Henry Srebrnik, [Charlottetown, PEI] Guardian
One of the most horrific genocides of the twentieth century took place between 1975 and 1978 in the southeast Asian nation of Cambodia.
A Maoist group known as the Khmer Rouge captured power in the wake of the American withdrawal from Vietnam. Neighbouring Cambodia had also been devastated by the war, leaving a vacuum for Maoist guerrillas to take control.
The new regime dismantled modern society in its quest for an agrarian Marxist utopia. Their totalitarian policies forced the relocation of the population from urban centers to the countryside, torture, mass executions, malnutrition, and the use of forced labour. Those wearing glasses were executed as “intellectuals.”
“To keep you is no benefit, to destroy you is no loss,” declared the murderers. Starving prisoners kept in dank cells would catch and eat cockroaches and rats – but only when guards were not looking, lest they be beaten.
By the time they were ousted by Vietnamese troops in late 1978, the Khmer Rouge had managed to kill at least two million of their own compatriots, about a quarter of the overall population. Cambodia’s “killing fields” became notorious throughout the world.
Even then, the Maoists withdrew to the Thailand-Cambodia border and remained active there for 15 more years thanks to military and financial support from China.
Has the country managed to recover from such horrors? Yes and no. Justice has been meted out only slowly and sparingly.
Only in January of 2001 did the National Assembly pass legislation to try members of the murderous former regime.
A tribunal known as the Extraordinary Chambers in the Courts of Cambodia was formed five years later, following an agreement between Cambodia and the United Nations to prosecute senior Khmer Rouge leaders.
A complex hybrid court, it combines elements of international and domestic law and its members include both local and foreign judges.
But it has been criticized, as only three people have been convicted so far. Many other mass murderers had already died, including Pol Pot, who had led the Khmer Rouge since 1963 and became the country’s leader in 1975, “Year Zero,” when it was renamed Democratic Kampuchea.
The current government, which includes many former Khmer Rouge officials, has fought efforts to prosecute anyone beyond the Khmer Rouge’s senior leaders and one notorious prison chief.
Prime Minister Hun Sen, himself a former Khmer Rouge soldier, has warned that more trials would cause fresh outbreaks of civil war and chaos.
Cambodia’s main opposition party, the Cambodia National Rescue Party (CNRP), nearly defeated Hun Sen’s Cambodian People’s Party in a 2013 general election.
They charge the prime minister, who has ruled Cambodia since 1985, with attempts to weaken his rivals before local elections this coming June and a general election in 2018.
Some opposition politicians have been assaulted and even murdered.
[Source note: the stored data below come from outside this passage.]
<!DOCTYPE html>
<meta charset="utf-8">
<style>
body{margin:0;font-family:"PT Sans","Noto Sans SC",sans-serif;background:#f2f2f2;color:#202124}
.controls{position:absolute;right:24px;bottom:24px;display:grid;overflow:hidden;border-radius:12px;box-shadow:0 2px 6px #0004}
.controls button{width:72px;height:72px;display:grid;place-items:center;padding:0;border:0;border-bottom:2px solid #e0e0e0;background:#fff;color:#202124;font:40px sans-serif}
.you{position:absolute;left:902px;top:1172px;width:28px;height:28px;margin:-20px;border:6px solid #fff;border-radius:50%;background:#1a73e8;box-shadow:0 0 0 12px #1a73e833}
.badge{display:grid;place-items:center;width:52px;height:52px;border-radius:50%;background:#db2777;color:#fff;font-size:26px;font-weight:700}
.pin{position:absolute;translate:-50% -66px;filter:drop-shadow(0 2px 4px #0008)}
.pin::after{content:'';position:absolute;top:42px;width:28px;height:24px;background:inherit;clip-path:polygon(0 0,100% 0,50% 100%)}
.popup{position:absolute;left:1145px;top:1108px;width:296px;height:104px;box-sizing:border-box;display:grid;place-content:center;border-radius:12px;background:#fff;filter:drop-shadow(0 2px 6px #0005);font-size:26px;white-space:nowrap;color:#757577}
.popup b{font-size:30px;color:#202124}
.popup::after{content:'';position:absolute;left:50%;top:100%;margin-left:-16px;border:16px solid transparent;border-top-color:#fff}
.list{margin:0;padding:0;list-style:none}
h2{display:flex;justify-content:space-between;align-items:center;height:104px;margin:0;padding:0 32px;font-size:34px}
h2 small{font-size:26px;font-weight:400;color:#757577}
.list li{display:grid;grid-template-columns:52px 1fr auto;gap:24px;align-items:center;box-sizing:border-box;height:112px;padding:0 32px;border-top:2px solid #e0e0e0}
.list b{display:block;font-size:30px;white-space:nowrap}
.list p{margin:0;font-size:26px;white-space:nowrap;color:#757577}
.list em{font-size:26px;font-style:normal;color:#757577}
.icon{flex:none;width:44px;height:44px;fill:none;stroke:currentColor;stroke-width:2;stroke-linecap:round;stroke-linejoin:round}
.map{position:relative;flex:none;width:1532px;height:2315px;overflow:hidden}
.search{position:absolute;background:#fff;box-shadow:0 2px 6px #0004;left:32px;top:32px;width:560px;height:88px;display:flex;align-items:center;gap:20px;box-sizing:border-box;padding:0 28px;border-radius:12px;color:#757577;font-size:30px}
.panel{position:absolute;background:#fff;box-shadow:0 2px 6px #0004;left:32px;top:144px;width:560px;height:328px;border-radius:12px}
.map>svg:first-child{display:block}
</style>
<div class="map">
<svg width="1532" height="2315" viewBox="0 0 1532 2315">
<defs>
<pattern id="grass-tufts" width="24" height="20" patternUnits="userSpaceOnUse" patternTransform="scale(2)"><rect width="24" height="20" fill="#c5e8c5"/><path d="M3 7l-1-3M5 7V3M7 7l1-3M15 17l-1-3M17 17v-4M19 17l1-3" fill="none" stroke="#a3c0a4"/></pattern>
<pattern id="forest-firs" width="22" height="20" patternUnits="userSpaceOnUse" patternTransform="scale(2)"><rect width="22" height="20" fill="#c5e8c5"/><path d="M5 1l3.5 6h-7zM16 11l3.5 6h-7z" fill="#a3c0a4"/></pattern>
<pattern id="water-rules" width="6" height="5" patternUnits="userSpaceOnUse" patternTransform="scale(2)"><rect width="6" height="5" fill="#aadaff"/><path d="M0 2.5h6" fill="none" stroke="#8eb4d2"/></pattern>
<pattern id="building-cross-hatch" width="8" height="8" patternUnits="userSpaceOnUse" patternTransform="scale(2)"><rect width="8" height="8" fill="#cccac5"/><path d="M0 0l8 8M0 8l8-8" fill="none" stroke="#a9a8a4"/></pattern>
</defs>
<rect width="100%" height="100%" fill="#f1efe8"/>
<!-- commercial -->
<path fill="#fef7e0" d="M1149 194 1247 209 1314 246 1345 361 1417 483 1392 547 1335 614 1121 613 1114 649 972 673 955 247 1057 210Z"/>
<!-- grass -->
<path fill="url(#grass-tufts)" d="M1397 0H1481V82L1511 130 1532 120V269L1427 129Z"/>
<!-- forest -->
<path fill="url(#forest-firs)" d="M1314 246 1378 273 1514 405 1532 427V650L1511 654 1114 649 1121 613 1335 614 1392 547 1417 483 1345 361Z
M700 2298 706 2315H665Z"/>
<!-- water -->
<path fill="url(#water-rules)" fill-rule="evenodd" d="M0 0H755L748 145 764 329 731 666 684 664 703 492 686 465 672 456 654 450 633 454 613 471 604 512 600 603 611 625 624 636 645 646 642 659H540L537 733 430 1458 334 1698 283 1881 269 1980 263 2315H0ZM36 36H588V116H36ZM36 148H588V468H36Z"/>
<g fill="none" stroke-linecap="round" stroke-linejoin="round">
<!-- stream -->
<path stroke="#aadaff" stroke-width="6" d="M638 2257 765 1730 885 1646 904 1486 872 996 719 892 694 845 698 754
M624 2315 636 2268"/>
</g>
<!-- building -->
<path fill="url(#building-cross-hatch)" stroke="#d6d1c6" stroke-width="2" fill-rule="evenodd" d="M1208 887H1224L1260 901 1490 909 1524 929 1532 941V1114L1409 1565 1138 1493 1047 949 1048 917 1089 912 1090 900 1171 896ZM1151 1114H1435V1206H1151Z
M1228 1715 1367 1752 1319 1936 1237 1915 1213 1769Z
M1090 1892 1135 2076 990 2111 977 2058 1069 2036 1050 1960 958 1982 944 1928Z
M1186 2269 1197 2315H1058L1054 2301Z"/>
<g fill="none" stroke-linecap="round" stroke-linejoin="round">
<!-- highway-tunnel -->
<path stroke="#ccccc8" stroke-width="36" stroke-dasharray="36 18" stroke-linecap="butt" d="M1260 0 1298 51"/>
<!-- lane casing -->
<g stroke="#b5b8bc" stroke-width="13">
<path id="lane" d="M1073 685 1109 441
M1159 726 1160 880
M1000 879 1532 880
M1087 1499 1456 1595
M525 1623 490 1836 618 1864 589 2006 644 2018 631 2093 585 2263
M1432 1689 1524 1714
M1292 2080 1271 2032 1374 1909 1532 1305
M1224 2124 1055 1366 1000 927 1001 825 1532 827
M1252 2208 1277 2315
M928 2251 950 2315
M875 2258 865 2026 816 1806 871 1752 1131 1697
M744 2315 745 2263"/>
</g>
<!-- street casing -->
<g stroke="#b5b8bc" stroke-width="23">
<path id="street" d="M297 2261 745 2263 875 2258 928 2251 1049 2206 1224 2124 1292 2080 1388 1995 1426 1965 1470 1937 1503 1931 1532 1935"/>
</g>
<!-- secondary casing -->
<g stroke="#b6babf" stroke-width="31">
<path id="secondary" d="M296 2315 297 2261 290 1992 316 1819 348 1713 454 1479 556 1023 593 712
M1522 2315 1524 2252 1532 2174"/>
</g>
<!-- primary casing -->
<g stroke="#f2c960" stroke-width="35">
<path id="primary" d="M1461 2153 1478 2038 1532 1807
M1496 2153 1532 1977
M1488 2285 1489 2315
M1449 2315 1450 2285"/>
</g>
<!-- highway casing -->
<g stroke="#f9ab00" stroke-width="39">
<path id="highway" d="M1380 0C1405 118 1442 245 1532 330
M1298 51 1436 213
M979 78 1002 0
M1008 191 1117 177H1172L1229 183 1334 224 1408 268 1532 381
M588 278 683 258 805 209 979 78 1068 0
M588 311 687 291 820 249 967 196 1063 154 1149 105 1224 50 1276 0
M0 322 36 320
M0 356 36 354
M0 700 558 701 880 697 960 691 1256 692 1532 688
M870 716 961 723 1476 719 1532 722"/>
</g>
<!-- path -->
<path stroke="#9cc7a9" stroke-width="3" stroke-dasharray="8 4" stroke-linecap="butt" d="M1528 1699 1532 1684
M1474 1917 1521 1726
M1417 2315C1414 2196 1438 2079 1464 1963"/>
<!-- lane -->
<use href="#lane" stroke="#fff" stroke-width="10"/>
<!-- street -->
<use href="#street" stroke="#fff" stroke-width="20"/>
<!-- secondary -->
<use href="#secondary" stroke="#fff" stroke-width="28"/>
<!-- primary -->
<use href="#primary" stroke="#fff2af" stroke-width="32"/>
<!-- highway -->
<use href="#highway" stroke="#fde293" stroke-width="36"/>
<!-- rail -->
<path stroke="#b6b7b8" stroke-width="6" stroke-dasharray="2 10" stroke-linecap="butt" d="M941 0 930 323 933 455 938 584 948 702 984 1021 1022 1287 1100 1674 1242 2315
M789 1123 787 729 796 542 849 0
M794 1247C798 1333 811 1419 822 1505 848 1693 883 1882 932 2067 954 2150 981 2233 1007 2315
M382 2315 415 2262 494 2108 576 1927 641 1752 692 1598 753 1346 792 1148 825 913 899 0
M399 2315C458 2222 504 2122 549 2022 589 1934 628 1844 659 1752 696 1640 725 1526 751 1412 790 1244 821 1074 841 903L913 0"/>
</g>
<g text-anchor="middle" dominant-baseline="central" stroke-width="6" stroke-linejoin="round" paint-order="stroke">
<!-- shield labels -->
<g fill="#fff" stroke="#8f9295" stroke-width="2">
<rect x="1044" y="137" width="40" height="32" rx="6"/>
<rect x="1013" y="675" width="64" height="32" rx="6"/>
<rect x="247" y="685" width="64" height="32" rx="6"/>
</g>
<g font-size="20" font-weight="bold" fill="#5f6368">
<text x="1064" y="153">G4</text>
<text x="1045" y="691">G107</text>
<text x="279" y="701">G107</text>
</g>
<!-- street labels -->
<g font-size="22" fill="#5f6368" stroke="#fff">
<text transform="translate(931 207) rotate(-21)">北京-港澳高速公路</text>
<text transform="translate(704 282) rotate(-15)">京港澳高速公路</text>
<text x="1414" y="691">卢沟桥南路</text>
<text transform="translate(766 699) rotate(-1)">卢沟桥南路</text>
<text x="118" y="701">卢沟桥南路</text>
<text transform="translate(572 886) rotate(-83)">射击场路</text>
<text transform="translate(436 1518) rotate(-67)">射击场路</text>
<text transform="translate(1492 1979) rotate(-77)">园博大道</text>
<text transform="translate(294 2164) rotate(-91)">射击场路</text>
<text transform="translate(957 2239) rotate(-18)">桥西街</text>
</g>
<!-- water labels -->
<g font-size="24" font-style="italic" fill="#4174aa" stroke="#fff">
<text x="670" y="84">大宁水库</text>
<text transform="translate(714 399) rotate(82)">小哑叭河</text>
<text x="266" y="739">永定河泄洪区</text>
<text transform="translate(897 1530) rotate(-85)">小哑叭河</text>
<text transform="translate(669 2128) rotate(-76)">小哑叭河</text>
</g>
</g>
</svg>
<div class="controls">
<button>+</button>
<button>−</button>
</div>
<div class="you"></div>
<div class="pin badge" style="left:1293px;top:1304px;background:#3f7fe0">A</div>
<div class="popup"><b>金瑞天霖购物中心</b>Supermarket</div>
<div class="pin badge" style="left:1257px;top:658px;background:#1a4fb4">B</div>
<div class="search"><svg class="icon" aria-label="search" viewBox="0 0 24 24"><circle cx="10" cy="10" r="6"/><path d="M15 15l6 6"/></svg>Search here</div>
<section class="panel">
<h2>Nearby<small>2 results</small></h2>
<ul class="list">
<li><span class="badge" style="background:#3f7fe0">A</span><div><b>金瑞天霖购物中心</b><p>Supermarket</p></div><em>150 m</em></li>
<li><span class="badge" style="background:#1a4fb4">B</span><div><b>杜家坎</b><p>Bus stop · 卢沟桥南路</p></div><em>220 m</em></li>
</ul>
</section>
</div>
Kem Ley, a political commentator was shot dead last July; CNRP president Sam Rainsy described the murder as “state-sponsored terrorism.”
In February, though, he quit as CNRP leader in the face of increasing government pressure. This came as Hun Sen announced he will introduce a new law that would dissolve political parties if their leaders are convicted of domestic crimes.
Sam Rainsy has numerous defamation lawsuits to his name, and many are still pending trial. He has been in exile in France since late 2015. Hence his decision to step down; he has been replaced by Kem Sokha.
The forthcoming elections, it is clear, will do little to further the emergence of democratic ideals, reform-minded elites, and pro-democratic institutions in this tragic country.